I'm having some trouble understanding how MXNet ImageRecordIter works. Here is the reference I've been using

For one, what does the --test-ratio flag actually do? When generating an lst file, I can't tell which lines are test data.

Another larger issue I'm having is the format of labels. If we have N classes, a standard neural net output might be a softmax'd vector with N dimensions. A normal label in this case would be a 1 hot encoding with a 1 in the dimension which maps to our class. But ImageRecordIter seems like it's label format is just a single number? Is there some behind the scene magic going on?

Priyantha
  • 4,839
  • 6
  • 26
  • 46
Joshua
  • 1
  • 2

1 Answers1

0

Lets first start with the --train-ratio and --test-ratio. Both of the keys are used just to split all images onto test and train groups. Here is precise place in the code that process these flags. Let me copy paste logic from there:

    if args.train_ratio == 1.0:
        write_list(args.prefix + str_chunk + '.lst', chunk)
    else:
        if args.test_ratio:
            write_list(args.prefix + str_chunk + '_test.lst', chunk[:sep_test])
        if args.train_ratio + args.test_ratio < 1.0:
            write_list(args.prefix + str_chunk + '_val.lst', chunk[sep_test + sep:])
        write_list(args.prefix + str_chunk + '_train.lst', chunk[sep_test:sep_test + sep])

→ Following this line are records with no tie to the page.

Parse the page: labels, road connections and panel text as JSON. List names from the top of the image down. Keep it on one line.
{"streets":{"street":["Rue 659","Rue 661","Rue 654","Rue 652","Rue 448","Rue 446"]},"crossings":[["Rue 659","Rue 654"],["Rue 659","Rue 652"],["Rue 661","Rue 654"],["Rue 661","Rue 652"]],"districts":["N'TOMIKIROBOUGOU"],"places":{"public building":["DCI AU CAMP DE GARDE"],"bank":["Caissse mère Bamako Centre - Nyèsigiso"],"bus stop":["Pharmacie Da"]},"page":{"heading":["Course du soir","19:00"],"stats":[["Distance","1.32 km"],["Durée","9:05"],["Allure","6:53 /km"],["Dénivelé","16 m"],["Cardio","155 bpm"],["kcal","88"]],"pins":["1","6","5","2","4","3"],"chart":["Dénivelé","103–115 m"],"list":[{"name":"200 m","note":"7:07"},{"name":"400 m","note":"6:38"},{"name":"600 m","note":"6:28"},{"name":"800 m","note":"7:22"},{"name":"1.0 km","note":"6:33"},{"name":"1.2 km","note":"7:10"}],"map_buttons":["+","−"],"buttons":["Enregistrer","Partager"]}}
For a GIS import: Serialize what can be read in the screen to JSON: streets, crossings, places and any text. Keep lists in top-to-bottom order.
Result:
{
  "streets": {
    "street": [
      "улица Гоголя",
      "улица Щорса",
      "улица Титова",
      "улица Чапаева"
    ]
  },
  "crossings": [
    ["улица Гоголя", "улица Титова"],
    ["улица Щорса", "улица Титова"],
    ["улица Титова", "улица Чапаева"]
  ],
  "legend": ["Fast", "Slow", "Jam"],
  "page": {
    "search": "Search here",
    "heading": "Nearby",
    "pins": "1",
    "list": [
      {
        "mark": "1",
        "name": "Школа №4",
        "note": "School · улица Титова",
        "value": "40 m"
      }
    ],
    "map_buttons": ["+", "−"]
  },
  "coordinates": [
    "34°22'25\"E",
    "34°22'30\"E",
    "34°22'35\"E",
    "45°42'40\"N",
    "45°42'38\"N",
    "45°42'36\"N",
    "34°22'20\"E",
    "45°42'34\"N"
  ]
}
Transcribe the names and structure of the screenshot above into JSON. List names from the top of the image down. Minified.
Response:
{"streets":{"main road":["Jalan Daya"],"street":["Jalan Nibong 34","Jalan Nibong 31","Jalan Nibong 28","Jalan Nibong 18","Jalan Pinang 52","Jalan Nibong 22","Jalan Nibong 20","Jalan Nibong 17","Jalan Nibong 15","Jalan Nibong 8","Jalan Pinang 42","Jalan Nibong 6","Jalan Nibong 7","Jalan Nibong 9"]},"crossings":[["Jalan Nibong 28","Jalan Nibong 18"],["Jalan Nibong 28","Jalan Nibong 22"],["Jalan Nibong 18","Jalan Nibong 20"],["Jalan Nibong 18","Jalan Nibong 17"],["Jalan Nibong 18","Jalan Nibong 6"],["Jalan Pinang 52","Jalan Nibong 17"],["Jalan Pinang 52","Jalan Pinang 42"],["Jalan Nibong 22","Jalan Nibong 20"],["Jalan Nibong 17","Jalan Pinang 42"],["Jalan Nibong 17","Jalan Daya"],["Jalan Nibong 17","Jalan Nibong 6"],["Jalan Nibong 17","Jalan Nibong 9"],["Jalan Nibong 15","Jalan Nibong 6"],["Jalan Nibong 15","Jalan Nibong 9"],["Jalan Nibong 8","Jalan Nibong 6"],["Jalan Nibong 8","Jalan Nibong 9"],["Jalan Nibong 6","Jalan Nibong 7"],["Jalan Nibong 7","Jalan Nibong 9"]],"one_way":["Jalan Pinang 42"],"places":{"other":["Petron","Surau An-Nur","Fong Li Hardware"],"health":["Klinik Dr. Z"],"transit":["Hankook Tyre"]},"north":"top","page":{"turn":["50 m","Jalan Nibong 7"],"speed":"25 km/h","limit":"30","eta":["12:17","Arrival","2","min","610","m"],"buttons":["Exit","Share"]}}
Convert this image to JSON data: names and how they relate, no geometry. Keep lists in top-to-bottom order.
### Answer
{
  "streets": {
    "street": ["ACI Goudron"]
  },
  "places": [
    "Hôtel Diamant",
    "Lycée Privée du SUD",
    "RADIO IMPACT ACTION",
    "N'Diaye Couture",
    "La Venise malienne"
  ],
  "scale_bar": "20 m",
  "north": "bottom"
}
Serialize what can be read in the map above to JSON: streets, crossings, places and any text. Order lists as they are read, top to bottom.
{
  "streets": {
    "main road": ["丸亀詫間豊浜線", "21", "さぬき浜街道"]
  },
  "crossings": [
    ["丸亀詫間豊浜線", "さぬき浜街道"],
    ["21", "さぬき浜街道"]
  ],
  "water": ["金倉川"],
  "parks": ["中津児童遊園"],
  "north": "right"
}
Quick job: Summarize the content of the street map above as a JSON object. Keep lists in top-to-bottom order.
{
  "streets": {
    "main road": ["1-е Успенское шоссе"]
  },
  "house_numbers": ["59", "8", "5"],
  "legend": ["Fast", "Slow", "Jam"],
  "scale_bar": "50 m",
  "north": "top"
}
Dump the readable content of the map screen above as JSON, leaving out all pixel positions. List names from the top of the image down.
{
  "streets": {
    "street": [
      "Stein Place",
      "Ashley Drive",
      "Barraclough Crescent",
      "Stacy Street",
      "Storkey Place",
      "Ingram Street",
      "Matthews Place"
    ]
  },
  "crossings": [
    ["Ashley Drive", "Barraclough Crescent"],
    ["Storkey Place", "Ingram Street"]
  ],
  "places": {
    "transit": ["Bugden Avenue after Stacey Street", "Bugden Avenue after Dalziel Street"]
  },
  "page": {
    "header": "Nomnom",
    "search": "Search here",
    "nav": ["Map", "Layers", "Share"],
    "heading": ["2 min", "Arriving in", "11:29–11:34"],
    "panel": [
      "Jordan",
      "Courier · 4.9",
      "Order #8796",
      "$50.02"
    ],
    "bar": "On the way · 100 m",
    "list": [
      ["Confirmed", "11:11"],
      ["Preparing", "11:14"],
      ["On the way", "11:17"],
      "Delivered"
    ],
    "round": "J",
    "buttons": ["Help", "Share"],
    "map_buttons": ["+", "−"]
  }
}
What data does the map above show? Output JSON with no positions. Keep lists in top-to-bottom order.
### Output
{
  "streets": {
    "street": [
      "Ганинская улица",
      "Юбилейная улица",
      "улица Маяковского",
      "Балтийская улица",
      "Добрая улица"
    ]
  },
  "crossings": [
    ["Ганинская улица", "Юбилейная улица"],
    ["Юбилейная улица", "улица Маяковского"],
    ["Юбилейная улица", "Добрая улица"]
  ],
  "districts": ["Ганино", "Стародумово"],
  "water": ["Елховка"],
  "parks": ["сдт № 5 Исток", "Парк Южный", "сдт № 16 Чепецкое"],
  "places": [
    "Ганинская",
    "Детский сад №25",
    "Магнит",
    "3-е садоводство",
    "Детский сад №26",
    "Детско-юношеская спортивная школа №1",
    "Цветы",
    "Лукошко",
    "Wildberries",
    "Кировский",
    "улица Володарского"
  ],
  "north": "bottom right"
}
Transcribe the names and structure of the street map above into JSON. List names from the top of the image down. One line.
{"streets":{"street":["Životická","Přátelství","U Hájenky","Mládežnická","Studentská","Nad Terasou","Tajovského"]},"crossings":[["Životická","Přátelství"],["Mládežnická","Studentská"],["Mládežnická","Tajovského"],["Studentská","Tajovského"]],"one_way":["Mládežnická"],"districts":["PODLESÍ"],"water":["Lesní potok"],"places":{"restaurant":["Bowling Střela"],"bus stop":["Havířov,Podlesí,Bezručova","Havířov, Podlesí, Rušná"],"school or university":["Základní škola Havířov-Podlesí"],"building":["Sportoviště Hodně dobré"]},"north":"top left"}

As can be seen if --train-ratio is set to 1.0 it completely ignores any test ratio and just dumps all images in the file(in our case caltech.lst). This is main source of confusion, because here is how the default value for the --train-ratio is populated:

cgroup.add_argument('--train-ratio', type=float, default=1.0,
                    help='Ratio of images to use for training.')

by default it is set to 1.0. There fore it is irrelevant what is set to --test-ratio if --train-ratio is not set. Keeping this in mind lets have a look on the command from the article:

os.system('python %s/tools/im2rec.py --list=1 --recursive=1 --shuffle=1 --test-ratio=0.2 data/caltech data/101_ObjectCategories'%os.environ['MXNET_HOME'])

the command here includes only --test-ratio, therefore it will NOT produce 2 files (./data/caltech_train.lst and ./data/caltech_test.lst) as the article claims but rather it produces one file (./data/caltech.lst) due to the reason explained above.

In order to fix this here is the correct command that need to be executed:

os.system('python %s/tools/im2rec.py --list=1 --recursive=1 --shuffle=1 --test-ratio=0.2 --train-ratio=0.8 data/caltech data/101_ObjectCategories'%os.environ['MXNET_HOME'])

At this point I hope it is clear what is the source of the confusion and how required keys are working.

Now, as per the second part of the question. im2rec.py is a helper script to prepare the data. It is agnostic from the way how you actually planning to use the data. Therefore it stores label as number (BTW there might be more then 1 label per image). And it is up to the consumer of such list to convert label number to anything that he/she want to use for training. You can use it with SoftMax by creating a vector of size equals to the amount of labels and setting 1 to the cell with the index equal to the label number.

PS: if the reader have time I would encourage to submit pull-request with the fixed command to the repository, with the article.